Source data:
+--

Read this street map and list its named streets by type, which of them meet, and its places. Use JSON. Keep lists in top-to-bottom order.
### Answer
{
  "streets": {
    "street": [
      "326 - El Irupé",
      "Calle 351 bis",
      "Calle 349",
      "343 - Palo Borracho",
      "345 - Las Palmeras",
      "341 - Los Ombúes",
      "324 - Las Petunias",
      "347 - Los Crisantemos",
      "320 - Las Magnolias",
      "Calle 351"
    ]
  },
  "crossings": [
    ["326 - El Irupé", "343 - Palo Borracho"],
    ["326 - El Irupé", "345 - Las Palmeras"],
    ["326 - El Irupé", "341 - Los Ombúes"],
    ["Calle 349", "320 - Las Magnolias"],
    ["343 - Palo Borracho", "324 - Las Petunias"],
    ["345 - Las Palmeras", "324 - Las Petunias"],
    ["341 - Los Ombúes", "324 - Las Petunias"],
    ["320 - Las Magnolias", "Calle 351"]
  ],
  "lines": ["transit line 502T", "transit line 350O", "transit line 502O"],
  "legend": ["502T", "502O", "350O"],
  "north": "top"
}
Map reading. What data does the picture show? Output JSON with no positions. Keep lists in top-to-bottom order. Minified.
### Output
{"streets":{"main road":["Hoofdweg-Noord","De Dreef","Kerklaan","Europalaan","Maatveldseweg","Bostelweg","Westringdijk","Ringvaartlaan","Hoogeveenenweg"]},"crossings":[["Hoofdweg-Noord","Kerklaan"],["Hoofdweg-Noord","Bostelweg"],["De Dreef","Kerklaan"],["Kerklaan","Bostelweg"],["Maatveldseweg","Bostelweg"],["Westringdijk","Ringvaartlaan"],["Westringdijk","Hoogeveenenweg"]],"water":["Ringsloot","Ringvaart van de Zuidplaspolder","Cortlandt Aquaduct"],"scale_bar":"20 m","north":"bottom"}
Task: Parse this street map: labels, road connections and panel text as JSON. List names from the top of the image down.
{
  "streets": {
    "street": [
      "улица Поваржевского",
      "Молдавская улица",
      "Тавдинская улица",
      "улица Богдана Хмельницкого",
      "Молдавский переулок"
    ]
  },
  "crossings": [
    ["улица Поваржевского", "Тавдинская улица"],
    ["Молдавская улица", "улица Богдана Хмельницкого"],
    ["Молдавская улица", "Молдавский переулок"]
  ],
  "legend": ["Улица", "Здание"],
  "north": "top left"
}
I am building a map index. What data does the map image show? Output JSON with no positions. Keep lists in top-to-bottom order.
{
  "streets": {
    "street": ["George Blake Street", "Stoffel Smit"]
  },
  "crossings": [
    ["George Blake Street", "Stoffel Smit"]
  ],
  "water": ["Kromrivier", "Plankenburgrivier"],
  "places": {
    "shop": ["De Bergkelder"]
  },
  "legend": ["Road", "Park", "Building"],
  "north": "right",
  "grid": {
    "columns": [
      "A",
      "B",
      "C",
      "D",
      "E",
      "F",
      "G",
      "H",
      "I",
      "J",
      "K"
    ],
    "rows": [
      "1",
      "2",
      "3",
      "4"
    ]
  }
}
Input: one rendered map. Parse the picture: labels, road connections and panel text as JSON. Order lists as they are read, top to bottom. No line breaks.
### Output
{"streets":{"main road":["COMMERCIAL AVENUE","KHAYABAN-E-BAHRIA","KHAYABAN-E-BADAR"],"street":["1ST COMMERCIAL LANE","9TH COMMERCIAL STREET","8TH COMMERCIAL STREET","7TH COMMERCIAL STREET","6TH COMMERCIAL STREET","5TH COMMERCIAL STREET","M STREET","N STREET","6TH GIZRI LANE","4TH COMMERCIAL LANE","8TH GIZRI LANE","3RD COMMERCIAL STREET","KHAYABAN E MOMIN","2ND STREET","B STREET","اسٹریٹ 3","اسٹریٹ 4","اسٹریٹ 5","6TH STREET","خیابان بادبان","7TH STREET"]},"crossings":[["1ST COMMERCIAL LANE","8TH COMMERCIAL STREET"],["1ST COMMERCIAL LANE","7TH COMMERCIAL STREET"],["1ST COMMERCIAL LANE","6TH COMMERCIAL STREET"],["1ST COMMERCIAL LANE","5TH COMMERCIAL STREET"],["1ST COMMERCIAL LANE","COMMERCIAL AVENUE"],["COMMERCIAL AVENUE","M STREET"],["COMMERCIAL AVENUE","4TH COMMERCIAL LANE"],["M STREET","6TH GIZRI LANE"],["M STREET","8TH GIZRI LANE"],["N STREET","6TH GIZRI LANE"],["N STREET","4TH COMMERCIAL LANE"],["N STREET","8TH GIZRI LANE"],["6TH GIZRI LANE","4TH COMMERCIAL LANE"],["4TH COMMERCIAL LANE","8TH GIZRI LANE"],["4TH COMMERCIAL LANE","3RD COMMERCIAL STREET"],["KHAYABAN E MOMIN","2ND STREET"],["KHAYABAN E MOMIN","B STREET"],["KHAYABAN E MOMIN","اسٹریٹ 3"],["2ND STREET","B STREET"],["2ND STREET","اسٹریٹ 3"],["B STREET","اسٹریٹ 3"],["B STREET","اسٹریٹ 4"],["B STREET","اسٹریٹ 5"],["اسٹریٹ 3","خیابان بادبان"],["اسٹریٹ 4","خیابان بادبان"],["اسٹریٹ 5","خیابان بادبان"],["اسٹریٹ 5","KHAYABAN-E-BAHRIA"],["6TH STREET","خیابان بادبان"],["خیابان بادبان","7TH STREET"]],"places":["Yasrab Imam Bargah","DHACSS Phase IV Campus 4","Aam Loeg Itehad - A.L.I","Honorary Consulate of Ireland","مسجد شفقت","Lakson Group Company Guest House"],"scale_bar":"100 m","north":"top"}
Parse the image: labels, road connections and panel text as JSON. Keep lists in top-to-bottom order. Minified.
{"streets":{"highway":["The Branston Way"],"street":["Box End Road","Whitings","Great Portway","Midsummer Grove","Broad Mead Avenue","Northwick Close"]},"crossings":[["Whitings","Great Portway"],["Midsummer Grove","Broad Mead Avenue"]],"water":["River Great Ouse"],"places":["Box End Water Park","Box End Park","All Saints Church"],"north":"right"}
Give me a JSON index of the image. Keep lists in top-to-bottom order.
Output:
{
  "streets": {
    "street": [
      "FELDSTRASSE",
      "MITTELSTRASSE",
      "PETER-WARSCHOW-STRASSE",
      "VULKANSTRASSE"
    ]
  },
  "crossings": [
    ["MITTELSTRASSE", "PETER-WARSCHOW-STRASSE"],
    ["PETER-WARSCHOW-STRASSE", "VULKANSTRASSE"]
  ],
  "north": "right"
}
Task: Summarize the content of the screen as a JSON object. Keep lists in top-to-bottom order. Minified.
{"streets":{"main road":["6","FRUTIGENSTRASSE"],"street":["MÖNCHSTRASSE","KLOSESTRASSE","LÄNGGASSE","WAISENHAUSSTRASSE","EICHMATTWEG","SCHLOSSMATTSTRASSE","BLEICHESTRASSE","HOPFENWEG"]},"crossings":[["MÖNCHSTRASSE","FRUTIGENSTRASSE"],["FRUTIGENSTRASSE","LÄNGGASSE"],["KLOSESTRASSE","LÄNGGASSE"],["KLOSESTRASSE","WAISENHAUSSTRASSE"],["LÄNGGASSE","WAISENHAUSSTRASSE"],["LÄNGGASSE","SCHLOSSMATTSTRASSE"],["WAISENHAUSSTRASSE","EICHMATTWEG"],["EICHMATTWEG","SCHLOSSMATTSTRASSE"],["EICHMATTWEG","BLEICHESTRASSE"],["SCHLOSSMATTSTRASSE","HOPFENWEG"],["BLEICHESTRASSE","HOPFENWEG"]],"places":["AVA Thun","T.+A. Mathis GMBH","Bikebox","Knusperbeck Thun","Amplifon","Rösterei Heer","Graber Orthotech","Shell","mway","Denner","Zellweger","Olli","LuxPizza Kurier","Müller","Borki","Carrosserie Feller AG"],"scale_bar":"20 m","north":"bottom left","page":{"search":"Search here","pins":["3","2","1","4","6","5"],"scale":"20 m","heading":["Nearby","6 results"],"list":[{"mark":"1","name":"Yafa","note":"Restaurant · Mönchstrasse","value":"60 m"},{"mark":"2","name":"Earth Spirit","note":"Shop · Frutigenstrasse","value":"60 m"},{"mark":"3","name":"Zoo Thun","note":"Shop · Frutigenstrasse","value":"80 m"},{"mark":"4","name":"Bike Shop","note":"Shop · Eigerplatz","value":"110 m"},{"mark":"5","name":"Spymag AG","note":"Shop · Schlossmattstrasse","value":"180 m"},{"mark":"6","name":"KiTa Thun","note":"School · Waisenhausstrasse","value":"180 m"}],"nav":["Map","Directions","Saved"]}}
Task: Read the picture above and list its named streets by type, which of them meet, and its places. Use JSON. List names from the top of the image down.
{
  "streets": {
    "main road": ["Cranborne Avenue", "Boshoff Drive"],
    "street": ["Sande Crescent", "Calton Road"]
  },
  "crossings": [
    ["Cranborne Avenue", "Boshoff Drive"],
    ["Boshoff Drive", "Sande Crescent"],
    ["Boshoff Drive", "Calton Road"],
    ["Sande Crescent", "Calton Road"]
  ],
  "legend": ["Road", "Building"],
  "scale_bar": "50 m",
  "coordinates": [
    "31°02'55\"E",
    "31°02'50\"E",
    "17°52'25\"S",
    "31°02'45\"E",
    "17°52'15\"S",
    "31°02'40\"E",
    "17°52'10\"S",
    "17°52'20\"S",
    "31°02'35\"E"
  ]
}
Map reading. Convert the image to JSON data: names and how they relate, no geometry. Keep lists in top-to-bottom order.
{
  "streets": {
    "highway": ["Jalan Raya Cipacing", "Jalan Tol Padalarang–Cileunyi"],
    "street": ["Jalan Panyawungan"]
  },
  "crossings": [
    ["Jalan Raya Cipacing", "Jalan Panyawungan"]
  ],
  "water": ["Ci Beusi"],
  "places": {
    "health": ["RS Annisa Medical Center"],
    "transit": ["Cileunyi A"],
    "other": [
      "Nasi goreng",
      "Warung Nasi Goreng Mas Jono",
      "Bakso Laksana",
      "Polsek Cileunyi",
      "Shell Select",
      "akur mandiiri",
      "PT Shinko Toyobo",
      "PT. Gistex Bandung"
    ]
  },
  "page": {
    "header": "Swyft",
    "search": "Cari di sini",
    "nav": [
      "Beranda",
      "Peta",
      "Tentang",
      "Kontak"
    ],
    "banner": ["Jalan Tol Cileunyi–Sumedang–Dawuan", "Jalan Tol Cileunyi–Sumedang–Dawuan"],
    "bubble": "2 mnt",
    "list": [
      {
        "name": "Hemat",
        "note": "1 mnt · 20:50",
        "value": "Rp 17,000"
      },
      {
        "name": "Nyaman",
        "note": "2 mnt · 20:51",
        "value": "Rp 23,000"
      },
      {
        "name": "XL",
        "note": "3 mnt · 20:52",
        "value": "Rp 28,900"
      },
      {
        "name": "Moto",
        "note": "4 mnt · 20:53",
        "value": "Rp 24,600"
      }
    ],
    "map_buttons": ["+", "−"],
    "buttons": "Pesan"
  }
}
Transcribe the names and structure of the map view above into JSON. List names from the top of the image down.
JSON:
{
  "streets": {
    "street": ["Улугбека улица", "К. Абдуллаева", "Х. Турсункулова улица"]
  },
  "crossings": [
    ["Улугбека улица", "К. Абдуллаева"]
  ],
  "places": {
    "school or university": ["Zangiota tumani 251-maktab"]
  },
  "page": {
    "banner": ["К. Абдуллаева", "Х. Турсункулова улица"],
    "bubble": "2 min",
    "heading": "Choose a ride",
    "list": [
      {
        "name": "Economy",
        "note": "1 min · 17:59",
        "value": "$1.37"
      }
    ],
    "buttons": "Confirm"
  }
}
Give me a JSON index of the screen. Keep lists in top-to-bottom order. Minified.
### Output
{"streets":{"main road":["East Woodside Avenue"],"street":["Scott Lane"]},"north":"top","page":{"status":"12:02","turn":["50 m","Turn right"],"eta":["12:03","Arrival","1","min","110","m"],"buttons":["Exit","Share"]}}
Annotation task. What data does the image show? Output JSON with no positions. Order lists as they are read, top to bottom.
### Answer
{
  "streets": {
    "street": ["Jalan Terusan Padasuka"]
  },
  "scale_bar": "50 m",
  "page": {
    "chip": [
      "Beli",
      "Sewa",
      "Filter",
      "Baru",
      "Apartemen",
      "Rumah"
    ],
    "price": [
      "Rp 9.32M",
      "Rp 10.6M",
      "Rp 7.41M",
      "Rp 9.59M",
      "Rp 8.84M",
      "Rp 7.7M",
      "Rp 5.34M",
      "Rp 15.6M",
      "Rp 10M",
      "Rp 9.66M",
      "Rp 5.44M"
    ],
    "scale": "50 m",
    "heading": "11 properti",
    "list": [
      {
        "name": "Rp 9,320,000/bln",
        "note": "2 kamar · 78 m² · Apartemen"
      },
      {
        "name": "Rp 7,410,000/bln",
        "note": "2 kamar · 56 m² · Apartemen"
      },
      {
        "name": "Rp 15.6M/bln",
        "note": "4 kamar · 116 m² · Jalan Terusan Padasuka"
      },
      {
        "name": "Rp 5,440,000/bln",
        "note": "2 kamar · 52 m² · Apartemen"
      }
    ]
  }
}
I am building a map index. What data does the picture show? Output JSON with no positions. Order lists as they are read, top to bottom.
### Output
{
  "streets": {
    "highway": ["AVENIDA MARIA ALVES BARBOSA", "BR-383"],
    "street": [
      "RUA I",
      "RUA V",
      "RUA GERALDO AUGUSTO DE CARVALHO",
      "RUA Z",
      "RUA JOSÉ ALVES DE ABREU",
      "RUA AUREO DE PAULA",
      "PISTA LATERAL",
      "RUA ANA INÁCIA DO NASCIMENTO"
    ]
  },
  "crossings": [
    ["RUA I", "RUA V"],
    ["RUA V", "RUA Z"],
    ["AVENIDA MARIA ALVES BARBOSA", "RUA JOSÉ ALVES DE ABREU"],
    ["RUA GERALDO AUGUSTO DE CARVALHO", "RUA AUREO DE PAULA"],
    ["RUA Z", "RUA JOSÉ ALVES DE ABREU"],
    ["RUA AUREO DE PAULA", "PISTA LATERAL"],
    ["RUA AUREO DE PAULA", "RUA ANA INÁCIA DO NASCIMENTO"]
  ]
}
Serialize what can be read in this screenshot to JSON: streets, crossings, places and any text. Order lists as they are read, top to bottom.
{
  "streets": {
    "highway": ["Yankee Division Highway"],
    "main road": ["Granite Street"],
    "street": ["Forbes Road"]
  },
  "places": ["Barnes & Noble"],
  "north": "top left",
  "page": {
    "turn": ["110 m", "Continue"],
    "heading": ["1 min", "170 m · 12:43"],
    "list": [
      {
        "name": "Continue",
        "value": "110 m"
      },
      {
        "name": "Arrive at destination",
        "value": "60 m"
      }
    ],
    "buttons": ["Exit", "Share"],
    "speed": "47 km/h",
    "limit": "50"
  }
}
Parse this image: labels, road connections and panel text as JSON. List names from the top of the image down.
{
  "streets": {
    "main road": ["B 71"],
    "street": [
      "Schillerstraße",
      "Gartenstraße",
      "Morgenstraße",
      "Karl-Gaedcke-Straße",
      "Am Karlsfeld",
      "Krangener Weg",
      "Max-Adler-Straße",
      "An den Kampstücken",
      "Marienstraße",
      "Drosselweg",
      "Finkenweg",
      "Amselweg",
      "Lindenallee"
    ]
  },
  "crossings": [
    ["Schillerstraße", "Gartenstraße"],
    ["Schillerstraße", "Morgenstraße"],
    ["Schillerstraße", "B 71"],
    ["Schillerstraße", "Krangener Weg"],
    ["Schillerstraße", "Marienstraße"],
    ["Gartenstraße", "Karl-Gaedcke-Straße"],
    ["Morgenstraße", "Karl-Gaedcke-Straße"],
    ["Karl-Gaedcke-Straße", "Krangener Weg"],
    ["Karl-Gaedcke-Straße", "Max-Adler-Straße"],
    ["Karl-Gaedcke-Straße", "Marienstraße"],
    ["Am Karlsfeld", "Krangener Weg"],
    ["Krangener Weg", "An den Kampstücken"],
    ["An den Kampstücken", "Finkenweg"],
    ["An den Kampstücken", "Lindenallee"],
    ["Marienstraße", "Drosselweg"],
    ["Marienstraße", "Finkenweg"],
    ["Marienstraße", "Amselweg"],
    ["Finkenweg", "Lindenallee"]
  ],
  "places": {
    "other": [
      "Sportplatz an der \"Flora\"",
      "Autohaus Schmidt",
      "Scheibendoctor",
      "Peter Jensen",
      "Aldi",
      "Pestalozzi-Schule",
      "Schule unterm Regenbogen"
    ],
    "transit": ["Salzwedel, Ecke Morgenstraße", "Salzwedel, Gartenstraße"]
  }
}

+--

TASK REQUIREMENTS: If a line in the data above holds the string "переулок", report that line.

FINISHED EXERCISE:
      "Молдавский переулок"
    ["Молдавская улица", "Молдавский переулок"]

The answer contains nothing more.